I’m terrified of loving someone who doesn’t love me. I don’t know how to shake that fear and I don’t know how not to feel so damaged because of it.

It’s not that it was a bad relationship. We had very happy moments and memories. And at the end of the day, he was a genuinely good guy. But it wasn’t equal. He was my moon and stars and I poured everything into that relationship. And it wasn’t returned. I saw a future, and he saw none.

How do you get past that fear? Yes, I know, there comes risk with love. But how do you actually get past that fear and accept the risk? Accept that yes, I do want love. And it’s not that I even love him now. I’m not there yet. But will I ever be?

I see myself falling, I see a future… but I’ve been here before, and the result broke my heart. And instead, that fleeing feeling, that run away, run into the woods and be free and end it before you get hurt, before you get too attached.

Though I say that, and I am. I am attached. I wouldn’t have cried leaving.
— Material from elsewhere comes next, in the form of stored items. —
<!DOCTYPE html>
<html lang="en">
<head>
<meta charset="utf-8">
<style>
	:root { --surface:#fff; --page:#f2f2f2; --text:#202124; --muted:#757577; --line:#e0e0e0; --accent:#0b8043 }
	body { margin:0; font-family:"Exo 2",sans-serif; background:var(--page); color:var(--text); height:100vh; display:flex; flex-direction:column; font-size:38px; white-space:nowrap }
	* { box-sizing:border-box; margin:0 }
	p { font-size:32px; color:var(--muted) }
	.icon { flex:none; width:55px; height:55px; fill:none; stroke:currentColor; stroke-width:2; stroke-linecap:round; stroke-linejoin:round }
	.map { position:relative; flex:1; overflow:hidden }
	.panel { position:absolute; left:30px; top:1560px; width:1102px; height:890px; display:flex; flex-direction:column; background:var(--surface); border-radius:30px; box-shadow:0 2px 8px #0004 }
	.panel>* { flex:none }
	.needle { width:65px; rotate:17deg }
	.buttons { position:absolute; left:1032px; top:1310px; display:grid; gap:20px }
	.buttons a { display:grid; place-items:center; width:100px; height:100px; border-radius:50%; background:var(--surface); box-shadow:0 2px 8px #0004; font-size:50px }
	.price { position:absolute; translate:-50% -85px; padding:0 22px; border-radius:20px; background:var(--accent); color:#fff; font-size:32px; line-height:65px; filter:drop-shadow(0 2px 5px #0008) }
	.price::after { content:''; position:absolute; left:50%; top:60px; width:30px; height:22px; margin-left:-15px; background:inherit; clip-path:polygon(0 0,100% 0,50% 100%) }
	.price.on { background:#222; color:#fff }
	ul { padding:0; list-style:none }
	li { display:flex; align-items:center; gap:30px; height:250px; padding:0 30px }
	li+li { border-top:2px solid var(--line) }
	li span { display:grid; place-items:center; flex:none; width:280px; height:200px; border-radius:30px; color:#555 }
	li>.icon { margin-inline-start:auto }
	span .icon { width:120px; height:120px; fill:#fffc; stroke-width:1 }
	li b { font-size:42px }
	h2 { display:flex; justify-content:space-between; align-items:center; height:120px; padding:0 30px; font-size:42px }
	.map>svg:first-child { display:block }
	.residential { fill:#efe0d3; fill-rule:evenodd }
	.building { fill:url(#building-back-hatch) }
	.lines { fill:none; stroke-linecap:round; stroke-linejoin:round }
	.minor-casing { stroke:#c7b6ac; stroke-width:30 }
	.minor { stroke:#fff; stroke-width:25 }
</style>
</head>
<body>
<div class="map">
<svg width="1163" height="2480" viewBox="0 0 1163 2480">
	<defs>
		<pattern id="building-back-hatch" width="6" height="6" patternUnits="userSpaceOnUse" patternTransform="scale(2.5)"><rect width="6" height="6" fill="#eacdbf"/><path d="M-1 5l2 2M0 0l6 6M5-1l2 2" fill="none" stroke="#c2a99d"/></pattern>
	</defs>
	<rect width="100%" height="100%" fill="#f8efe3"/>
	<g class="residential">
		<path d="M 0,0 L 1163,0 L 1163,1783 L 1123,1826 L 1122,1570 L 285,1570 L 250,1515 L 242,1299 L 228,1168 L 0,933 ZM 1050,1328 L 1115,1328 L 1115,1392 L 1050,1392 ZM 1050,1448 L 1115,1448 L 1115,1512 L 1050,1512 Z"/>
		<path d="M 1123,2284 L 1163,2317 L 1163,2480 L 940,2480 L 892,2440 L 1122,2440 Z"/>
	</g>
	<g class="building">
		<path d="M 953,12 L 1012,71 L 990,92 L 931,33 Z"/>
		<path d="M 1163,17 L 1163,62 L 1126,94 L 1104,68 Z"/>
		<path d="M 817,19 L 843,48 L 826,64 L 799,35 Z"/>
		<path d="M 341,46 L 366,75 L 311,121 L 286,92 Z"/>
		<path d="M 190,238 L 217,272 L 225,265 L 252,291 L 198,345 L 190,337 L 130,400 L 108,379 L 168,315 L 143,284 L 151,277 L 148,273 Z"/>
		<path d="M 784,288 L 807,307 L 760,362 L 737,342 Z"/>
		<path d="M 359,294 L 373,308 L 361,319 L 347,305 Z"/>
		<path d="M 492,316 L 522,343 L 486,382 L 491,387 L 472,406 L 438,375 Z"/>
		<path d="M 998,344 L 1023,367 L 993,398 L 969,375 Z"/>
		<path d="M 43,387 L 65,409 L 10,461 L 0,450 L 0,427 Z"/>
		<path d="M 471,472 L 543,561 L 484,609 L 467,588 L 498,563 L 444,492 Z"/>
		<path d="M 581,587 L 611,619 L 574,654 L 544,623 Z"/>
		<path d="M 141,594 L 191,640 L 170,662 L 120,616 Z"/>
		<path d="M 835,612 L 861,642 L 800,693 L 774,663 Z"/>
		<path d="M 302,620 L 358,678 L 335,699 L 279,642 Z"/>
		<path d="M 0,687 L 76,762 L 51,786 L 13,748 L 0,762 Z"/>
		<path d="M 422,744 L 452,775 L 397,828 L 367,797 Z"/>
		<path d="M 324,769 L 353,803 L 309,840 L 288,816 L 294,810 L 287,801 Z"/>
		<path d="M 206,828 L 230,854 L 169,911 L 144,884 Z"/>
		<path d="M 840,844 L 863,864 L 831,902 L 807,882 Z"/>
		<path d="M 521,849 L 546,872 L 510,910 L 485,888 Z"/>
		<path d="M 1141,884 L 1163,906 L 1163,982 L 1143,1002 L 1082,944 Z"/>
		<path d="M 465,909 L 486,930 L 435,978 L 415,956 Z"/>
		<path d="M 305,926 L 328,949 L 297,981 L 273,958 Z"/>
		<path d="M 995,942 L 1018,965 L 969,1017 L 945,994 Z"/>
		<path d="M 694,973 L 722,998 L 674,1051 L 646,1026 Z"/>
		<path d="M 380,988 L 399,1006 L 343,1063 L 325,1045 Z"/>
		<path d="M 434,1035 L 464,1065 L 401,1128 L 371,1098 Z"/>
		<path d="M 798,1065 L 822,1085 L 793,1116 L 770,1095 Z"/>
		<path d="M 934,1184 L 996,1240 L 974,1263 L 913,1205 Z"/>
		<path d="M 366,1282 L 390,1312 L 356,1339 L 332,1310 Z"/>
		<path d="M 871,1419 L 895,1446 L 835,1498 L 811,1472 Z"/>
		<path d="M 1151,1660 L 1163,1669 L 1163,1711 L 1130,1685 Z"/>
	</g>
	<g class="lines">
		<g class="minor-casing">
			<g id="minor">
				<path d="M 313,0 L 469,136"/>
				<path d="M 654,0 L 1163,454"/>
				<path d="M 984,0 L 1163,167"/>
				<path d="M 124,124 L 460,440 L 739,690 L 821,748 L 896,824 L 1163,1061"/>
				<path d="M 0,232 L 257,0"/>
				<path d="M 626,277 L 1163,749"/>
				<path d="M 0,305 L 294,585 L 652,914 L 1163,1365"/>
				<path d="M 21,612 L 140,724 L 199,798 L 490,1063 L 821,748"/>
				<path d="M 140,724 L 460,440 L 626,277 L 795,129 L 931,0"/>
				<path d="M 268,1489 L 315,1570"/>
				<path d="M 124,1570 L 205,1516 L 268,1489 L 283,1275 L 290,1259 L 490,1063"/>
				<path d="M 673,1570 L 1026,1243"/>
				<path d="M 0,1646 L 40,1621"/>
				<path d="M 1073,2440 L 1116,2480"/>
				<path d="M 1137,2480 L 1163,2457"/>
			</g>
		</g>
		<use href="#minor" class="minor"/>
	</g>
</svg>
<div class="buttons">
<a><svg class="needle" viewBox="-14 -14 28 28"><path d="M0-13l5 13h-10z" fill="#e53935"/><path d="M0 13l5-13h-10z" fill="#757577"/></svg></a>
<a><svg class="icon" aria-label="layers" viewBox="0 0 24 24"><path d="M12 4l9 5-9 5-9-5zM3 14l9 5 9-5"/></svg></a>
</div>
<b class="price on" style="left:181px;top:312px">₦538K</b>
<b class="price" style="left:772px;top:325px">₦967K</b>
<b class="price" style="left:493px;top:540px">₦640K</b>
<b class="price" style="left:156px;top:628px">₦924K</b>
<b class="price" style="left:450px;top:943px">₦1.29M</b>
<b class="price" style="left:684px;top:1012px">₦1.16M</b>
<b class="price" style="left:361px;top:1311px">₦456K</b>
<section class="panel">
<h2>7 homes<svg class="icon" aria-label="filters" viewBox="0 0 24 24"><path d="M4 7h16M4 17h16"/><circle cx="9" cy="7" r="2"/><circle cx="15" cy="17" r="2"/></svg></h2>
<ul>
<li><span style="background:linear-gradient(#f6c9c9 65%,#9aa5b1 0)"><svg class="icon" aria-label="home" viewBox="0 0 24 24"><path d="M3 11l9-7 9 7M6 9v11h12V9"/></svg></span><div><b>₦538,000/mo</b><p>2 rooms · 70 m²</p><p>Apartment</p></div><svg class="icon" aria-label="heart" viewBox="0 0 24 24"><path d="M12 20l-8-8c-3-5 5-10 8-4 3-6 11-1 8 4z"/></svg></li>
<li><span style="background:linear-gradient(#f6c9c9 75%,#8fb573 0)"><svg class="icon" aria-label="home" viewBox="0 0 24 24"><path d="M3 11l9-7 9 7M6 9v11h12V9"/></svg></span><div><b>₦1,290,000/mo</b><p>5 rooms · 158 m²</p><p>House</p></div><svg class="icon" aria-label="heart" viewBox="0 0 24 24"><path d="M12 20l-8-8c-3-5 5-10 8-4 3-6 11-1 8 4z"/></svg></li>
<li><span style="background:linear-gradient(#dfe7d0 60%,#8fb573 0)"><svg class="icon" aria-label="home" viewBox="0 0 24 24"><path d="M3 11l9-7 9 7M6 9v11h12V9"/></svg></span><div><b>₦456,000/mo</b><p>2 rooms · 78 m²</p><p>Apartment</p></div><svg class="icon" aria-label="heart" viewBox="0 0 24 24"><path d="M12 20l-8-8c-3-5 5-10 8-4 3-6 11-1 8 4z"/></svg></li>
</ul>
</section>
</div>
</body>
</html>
I wouldn’t feel this longing, this desire to be back in his arms, in his bed. He makes me laugh. And when we’re sitting next to each other, and I smile, and it plays out like a love-sick Taylor Swift song. Isn’t this easy? It is easy.

My drunk self told him I think I might love him. His sober self told me the next day to be patient if he’s not there yet. Reasonable. Right? Maybe, I don’t know. Red flag? Probably not. I mean. I don’t feel that way yet either. Right? Right?

Always stuck in my head. Get out, you late night thoughts.